You can keep paying into your pension and build up a fresh tax-free cash entitlement

“Although there is no going back once you have crystallised your pension, you can continue to make contributions and build up fresh tax-free cash entitlement on these contributions.

“Furthermore, provided you haven’t taken taxable income from your drawdown fund and triggered the MPAA, your annual allowance in most cases will still be £40,000.

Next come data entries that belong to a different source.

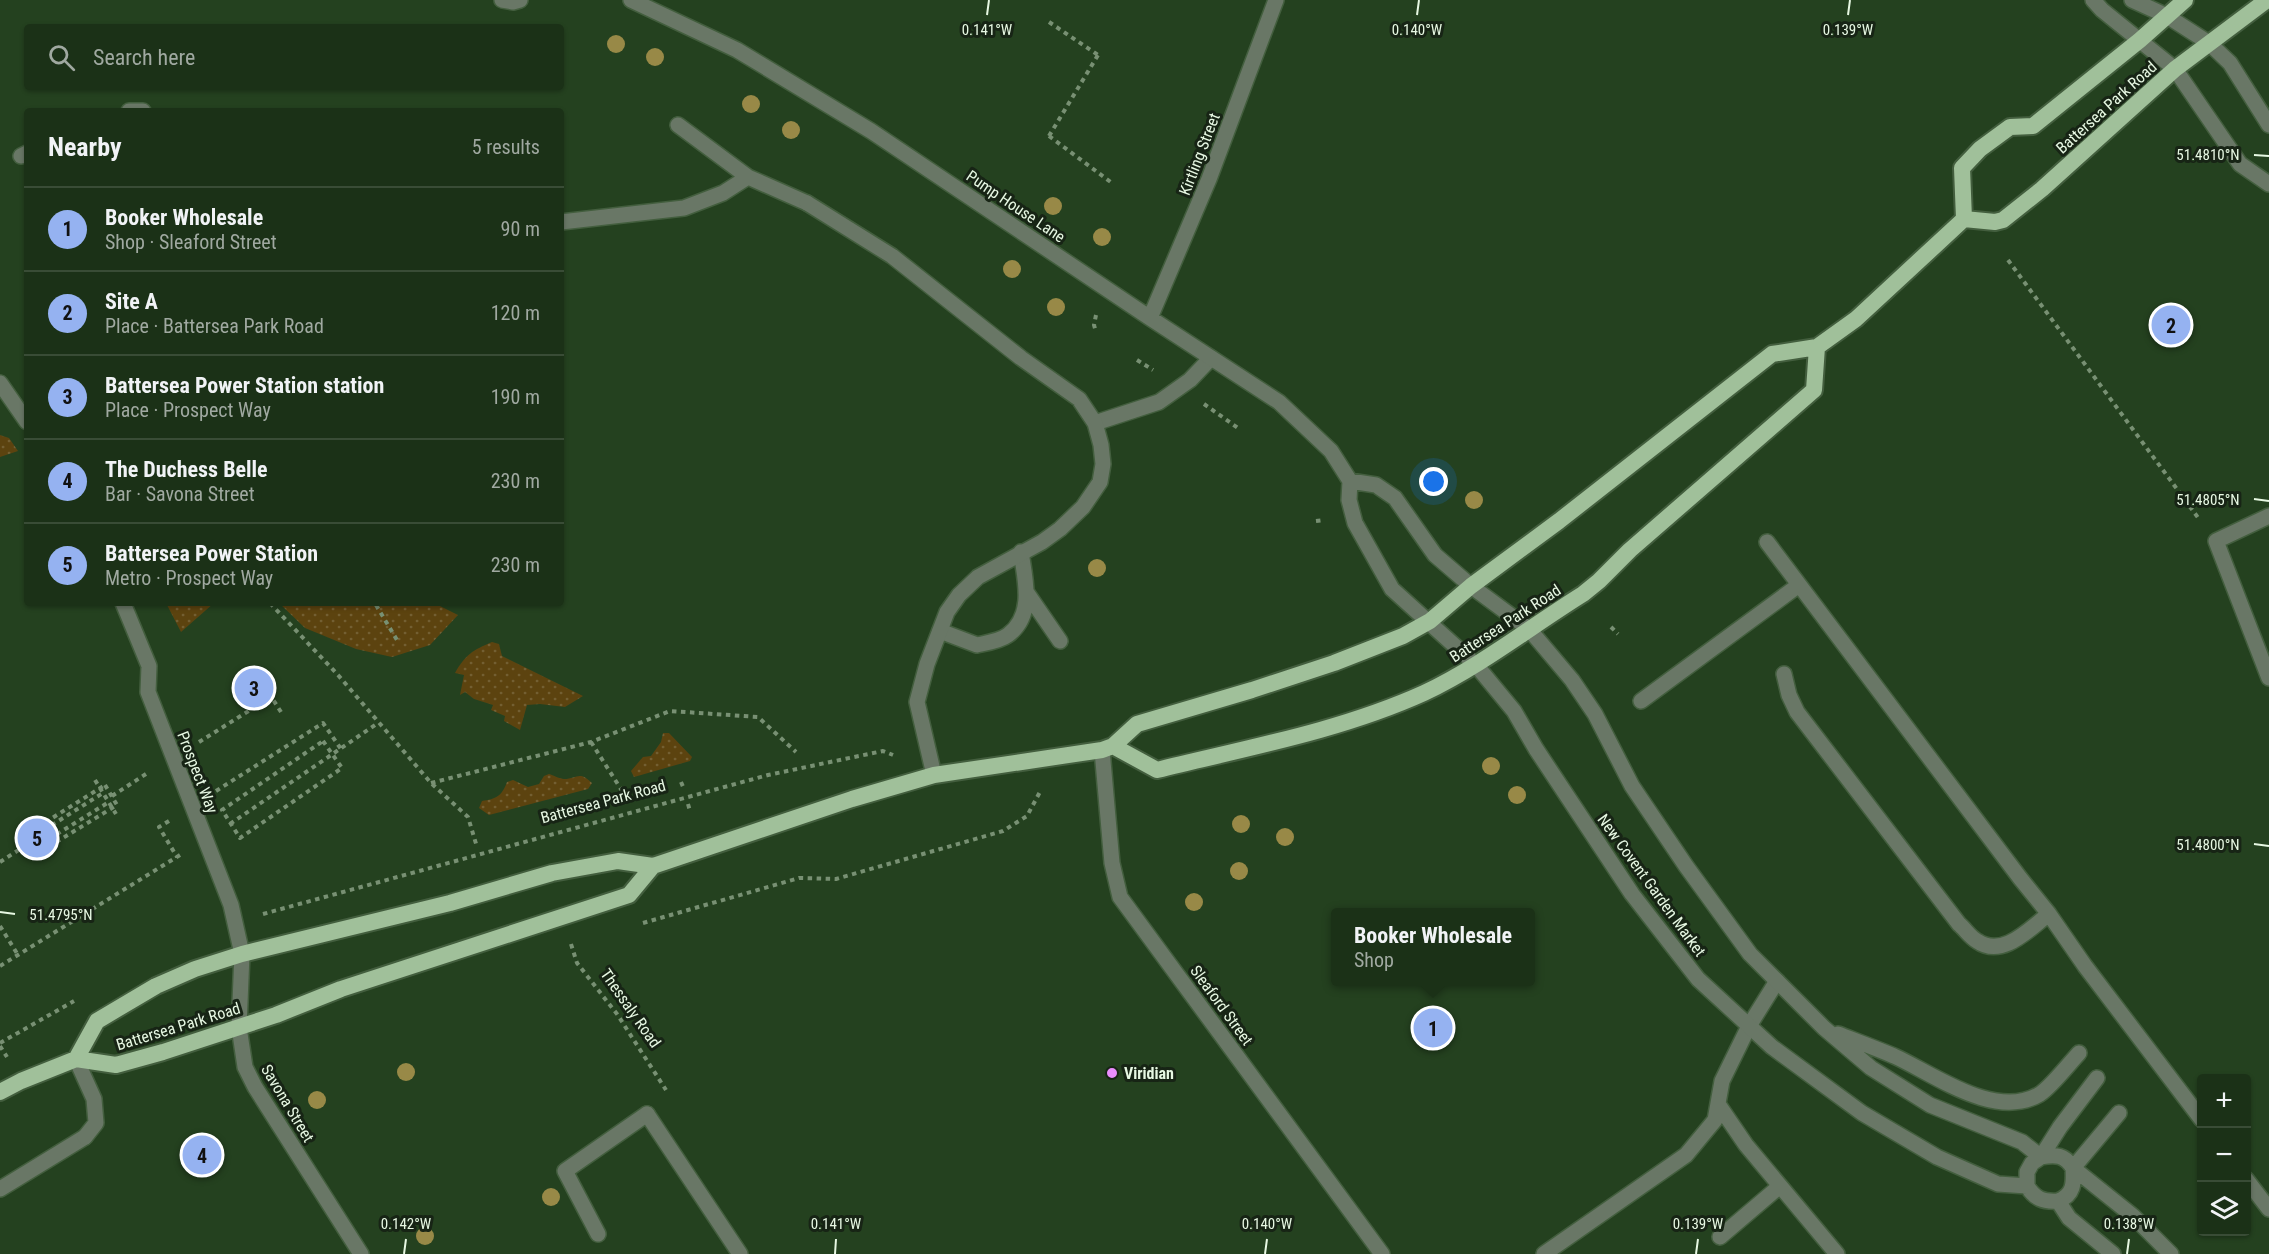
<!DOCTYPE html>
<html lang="en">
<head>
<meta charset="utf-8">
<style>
	:root { --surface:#1b3117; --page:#283d24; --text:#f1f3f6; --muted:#a0a9a1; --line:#394c36; --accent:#95b2f1 }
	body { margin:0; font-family:"Roboto Condensed",sans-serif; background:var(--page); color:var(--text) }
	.controls { position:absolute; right:18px; bottom:18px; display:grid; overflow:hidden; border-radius:6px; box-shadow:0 2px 4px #0004 }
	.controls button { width:54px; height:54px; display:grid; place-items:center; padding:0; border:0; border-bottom:2px solid var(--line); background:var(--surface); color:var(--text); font:30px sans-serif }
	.you { position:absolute; left:1434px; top:482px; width:21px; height:21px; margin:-15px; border:4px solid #fff; border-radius:50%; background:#1a73e8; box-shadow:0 0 0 9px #1a73e833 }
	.badge { display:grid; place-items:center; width:39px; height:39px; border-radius:50%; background:var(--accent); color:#111; font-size:20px; font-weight:700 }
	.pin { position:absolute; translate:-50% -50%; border:3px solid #fff; box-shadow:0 2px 6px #0006 }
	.popup { position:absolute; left:1331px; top:908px; width:204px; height:78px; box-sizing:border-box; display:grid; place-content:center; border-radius:6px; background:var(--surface); filter:drop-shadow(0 2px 4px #0005); font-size:20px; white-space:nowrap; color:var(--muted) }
	.popup b { font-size:22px; color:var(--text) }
	.popup::after { content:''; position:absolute; left:50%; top:100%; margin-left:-12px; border:12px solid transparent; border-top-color:var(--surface) }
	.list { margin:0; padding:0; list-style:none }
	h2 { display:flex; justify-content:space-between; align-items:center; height:78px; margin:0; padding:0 24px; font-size:26px }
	h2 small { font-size:20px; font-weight:400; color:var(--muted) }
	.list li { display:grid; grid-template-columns:39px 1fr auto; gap:18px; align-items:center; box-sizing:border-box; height:84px; padding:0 24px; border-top:2px solid var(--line) }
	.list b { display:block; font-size:22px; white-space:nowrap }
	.list p { margin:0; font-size:20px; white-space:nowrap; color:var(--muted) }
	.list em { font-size:20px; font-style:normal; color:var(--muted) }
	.icon { flex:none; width:33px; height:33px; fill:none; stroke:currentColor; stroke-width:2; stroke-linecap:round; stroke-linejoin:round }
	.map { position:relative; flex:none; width:2269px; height:1254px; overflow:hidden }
	.search { position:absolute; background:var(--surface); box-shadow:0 2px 4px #0004; left:24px; top:24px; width:540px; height:66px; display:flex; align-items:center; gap:15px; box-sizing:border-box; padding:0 21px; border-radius:6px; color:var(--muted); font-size:22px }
	.panel { position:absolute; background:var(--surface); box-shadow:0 2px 4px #0004; left:24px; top:108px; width:540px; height:498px; border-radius:6px }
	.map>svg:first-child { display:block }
	.grass { fill:url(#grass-dots) }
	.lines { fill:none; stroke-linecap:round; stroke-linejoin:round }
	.service-casing { stroke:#435e3e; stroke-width:18 }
	.pedestrian-casing { stroke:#435e3e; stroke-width:18 }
	.minor-casing { stroke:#435e3e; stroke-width:18 }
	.trunk-casing { stroke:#435e3e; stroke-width:20 }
	.path { stroke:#789073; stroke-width:4; stroke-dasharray:4.5 4.5; stroke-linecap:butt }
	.service { stroke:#697766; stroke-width:15 }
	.pedestrian { stroke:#697766; stroke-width:15 }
	.minor { stroke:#697766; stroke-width:15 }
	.trunk { stroke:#a0c09a; stroke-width:16 }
	.path-bridge { stroke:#789073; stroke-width:4; stroke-dasharray:4.5 4.5; stroke-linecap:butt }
	.tree { fill:#988947 }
	.ticks { fill:none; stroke:#e7f8e3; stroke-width:2 }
	.poi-dot { fill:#ea8dfd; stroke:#172415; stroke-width:2 }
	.labels { text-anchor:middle; stroke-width:6; stroke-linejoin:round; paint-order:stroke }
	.street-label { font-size:16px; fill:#e7f8e3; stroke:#172415 }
	.poi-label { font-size:16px; font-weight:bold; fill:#e7f8e3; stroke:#172415; text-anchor:start }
	.ticks-label { font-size:15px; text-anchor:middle; fill:#e7f8e3; stroke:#172415; stroke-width:6; stroke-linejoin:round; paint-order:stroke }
</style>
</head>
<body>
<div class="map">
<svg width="2269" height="1254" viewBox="0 0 2269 1254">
	<defs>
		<pattern id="grass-dots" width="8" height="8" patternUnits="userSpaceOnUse" patternTransform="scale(1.5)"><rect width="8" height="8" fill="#5c430f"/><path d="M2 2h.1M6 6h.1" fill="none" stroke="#735f32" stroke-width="1.8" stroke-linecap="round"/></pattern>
	</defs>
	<rect width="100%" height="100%" fill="#24411f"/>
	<path class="grass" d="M0,435L9,438L18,451L0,457Z
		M166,603H214L181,632Z
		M279,603H434L458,615L430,645L392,657L356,649L305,628Z
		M492,642L499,644L502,656L583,696L565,707L540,704L527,705L520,730L504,721L505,716L491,710L493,705L474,699L465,692L460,695L464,675L455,673C465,655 473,650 492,642Z
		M663,733H669L692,757L690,761L634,777L631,771L643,757L651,756L661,742Z
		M549,774C553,775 560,779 564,779C577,779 579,770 592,783L588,789L489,815L479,808L482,801C496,799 502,796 507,782L513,780L528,787L539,784L544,776Z"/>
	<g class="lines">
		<defs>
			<path id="service" d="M502,0L513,2L520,0
				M2209,43L2230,63L2269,125
				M2175,69L2240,164L2269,184
				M129,111H143
				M678,125L748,177
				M21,156L27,153
				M561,222L684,208L723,193L748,177L807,203
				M1095,423L1159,402L1190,380L1211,358
				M2269,516L2216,541L2269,678
				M1767,542L2020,878L2049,914L2085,966L2202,1120
				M1027,593L1060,641
				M940,631L977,645C986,643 1000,641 1008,635C1035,615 1025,579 1021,552
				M1784,674L1789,695L1797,712L1959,924C1965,929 1970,937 1977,941C2003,959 2030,928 2049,914
				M1641,701L1799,585
				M1718,1104L1746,1145L1837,1254
				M2246,1179L2269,1209
				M0,1189L85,1137
				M598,1234L565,1171L647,1114
				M1720,1237L1780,1186
				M1544,1254L1686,1155L1715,1120L1722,1081L1749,1026L1777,981"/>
			<path id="pedestrian" d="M0,383L27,422"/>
			<path id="minor" d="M631,0L737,50L871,131L1150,318L1279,402L1331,451L1350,481L1349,500L1355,523L1392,589L1476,665L1514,711L1536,749L1632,894L1698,979L1772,1047L1862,1113L1937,1157L1998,1184L2027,1186C2035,1199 2043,1202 2058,1201L2069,1218L2113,1254
				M2093,0L2102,10L2175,69
				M2132,0L2167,16L2209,43
				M807,203L892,256L1021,358L1079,399L1095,423L1101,445L1103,464L1100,482L1083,507L1060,529L1042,542L978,577L959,595L947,612L927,664L917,702L934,775
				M1150,318L1209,179L1276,0
				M1350,481L1376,485L1395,498L1435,555L1471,586L1529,629L1572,680L1595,714L1632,786L1686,866L1750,954L1824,1028L1871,1068L1930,1105L2022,1142L2041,1157C2056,1154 2065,1155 2073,1168L2133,1216L2171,1254
				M123,603L149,666L148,692L231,905L242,954L239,1027L245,1067L255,1087L361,1254
				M1102,750L1112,863L1120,897L1382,1254
				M1838,1034C1856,1041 1875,1048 1894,1056C1934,1074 1995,1121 2040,1094C2051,1087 2069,1064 2079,1053
				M76,1059L94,1099L96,1123L85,1137
				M647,1114L740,1254
				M2073,1168L2119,1113
				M2027,1186V1172L2032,1163L2041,1157L2060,1127L2097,1078
				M2058,1201C2074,1195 2074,1183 2073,1168"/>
			<path id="trunk" d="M1964,219L1995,222L2003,220L2042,189L2175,69L2267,0
				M1113,746L1157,770C1246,748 1340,731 1424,693C1481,666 1530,627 1583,594L1599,581L1630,550L1814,390L1817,347
				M76,1059L97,1021L156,986L195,969L242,954L450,903L552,873L618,861L653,866L852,799L934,775L1102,750L1113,746L1137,724L1252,690L1334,663L1403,636L1430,621L1471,586L1559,521L1772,354L1817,347L1856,319L1964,219L1962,168L1980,149L2010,127L2033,126L2140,40L2185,0
				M0,1092L21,1081L76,1059L116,1065L163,1052L276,1015L341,989L629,895L653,866"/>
		</defs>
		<use href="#service" class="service-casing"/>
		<use href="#pedestrian" class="pedestrian-casing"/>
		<use href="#minor" class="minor-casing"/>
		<use href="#trunk" class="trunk-casing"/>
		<path class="path" d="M1049,22L1098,55
			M1049,136L1112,183
			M2008,260L2199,519
			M1096,315L1094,325L1096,332
			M1137,360L1153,370
			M1204,404L1238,428
			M1316,521L1324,520
			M270,603L338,675L431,783L468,817L477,847
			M376,605L397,640
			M1611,627L1618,634
			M259,678L281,712
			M323,741L342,768L240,838L222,810Z
			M199,742L271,697
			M591,742L626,797
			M95,780L116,814
			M681,782L684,789
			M431,783L591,742L670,711L758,717L796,752
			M105,785L117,805L53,844L41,825Z
			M216,791L323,723L341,749
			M112,796L149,772
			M688,804L690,811
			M169,821L159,827L177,857
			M230,824L378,723
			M44,830L103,793
			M49,839L109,802
			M0,862L45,833
			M263,914L768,775L883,751L893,755
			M643,923L799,878L836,879L1003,831L1027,816L1041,790
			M0,926L18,955
			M571,944L577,963L617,1014L666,1090
			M0,966L180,855
			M0,1043L74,1001
			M0,1046L7,1057"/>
		<use href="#service" class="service"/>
		<use href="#pedestrian" class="pedestrian"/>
		<use href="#minor" class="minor"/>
		<use href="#trunk" class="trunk"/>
		<path class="path-bridge" d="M1049,136L1098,55"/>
	</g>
	<g class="tree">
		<circle cx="616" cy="44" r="9"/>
		<circle cx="655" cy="57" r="9"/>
		<circle cx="751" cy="104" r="9"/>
		<circle cx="791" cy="130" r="9"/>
		<circle cx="1053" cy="206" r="9"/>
		<circle cx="1102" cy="237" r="9"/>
		<circle cx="1012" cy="269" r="9"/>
		<circle cx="1056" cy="307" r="9"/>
		<circle cx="1474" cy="500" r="9"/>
		<circle cx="1097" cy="568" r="9"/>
		<circle cx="1491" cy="766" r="9"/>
		<circle cx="1517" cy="795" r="9"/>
		<circle cx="1241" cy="824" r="9"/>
		<circle cx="1285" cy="837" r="9"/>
		<circle cx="1239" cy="871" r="9"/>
		<circle cx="1194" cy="902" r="9"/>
		<circle cx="406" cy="1072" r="9"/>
		<circle cx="317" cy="1100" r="9"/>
		<circle cx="551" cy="1197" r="9"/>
		<circle cx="425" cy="1236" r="9"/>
	</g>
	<path class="ticks" d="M987,15L989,0M1417,15L1419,0M1848,15L1850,0M2254,155L2269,156M2254,499L2269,501M2254,844L2269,846M0,912L15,914M404,1254L406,1239M835,1254L836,1239M1265,1254L1267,1239M1696,1254L1698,1239M2127,1254L2129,1239"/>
	<circle class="poi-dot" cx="1112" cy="1073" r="6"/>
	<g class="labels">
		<g class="street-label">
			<text transform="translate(2106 107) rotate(-42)" y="6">Battersea Park Road</text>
			<text transform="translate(1199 154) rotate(-69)" y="6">Kirtling Street</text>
			<text transform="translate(1016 206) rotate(34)" y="6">Pump House Lane</text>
			<text transform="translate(1505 623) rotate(-33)" y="6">Battersea Park Road</text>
			<text transform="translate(198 772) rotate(69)" y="6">Prospect Way</text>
			<text transform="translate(603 801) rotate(-15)" y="6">Battersea Park Road</text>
			<text transform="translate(1652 885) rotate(54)" y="6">New Covent Garden Market</text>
			<text transform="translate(1222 1005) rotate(54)" y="6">Sleaford Street</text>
			<text transform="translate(631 1008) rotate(55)" y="6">Thessaly Road</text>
			<text transform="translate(178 1026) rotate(-17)" y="6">Battersea Park Road</text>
			<text transform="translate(288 1103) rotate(59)" y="6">Savona Street</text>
		</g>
		<g class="poi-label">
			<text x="1124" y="1079">Viridian</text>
		</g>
	</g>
	<g class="ticks-label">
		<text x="987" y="35">0.141°W</text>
		<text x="1417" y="35">0.140°W</text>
		<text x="1848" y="35">0.139°W</text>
		<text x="2208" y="160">51.4810°N</text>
		<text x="2208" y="505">51.4805°N</text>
		<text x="2208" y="850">51.4800°N</text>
		<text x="61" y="920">51.4795°N</text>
		<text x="406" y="1229">0.142°W</text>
		<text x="836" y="1229">0.141°W</text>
		<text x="1267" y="1229">0.140°W</text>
		<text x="1698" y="1229">0.139°W</text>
		<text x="2129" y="1229">0.138°W</text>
	</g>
</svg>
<div class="controls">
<button>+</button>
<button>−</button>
<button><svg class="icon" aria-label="layers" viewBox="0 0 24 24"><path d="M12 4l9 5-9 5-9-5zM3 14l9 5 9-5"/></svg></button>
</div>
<div class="you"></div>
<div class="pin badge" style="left:1433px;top:1028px">1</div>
<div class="popup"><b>Booker Wholesale</b>Shop</div>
<div class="pin badge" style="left:2171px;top:325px">2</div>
<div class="pin badge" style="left:254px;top:688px">3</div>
<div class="pin badge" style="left:202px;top:1155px">4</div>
<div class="pin badge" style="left:37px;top:838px">5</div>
<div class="search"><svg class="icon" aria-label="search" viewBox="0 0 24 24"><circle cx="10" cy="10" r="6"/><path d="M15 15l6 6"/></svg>Search here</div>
<section class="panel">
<h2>Nearby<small>5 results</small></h2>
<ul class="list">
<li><span class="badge">1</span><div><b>Booker Wholesale</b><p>Shop · Sleaford Street</p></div><em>90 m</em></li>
<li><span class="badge">2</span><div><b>Site A</b><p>Place · Battersea Park Road</p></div><em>120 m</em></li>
<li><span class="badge">3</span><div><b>Battersea Power Station station</b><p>Place · Prospect Way</p></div><em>190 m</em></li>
<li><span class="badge">4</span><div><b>The Duchess Belle</b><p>Bar · Savona Street</p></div><em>230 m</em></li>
<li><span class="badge">5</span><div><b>Battersea Power Station</b><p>Metro · Prospect Way</p></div><em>230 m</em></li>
</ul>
</section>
</div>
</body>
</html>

“If someone with a £100,000 fund accessed all their available tax-free cash at age 55 but then continued saving £3,000 a year into a pension, their new contributions could deliver a fund worth £47,000 by age 66, including a tax-free cash entitlement of £11,750.

“If they upped their annual contribution to £5,000, the new fund could be worth £78,000, with £19,500 available tax-free.”

Don’t forget about the investments in your pension fund!

“Although accessing your tax-free cash won’t necessarily mean a change in your underlying investments – particularly for those in their 50s who might not be planning to access the rest of their fund for a decade or more – it is worth using this as an opportunity to review your retirement plans, ultimate goals and how your investments can help you achieve these.

“For example, someone planning to take a regular income from their drawdown plan after accessing their tax-free cash will likely choose a different asset allocation to someone who doesn’t plan to touch the remaining money for another 15 years. If you are planning to take a regular taxable income over and above your tax-free cash, you’ll also need to consider both the MPAA on your ability to save in the future and the sustainability of your withdrawal plan.

“While many will understandably be spooked at the idea of investing at the moment, it is worth remembering that short-term volatility has historically been the price you pay to enjoy longer-term growth.

“Investors also need to be aware of and comfortable with the risks they are taking. Although investments can go down in value as well as up (as we have seen in dramatic circumstances recently), the value of any investments left in cash will be eaten away by inflation over time.”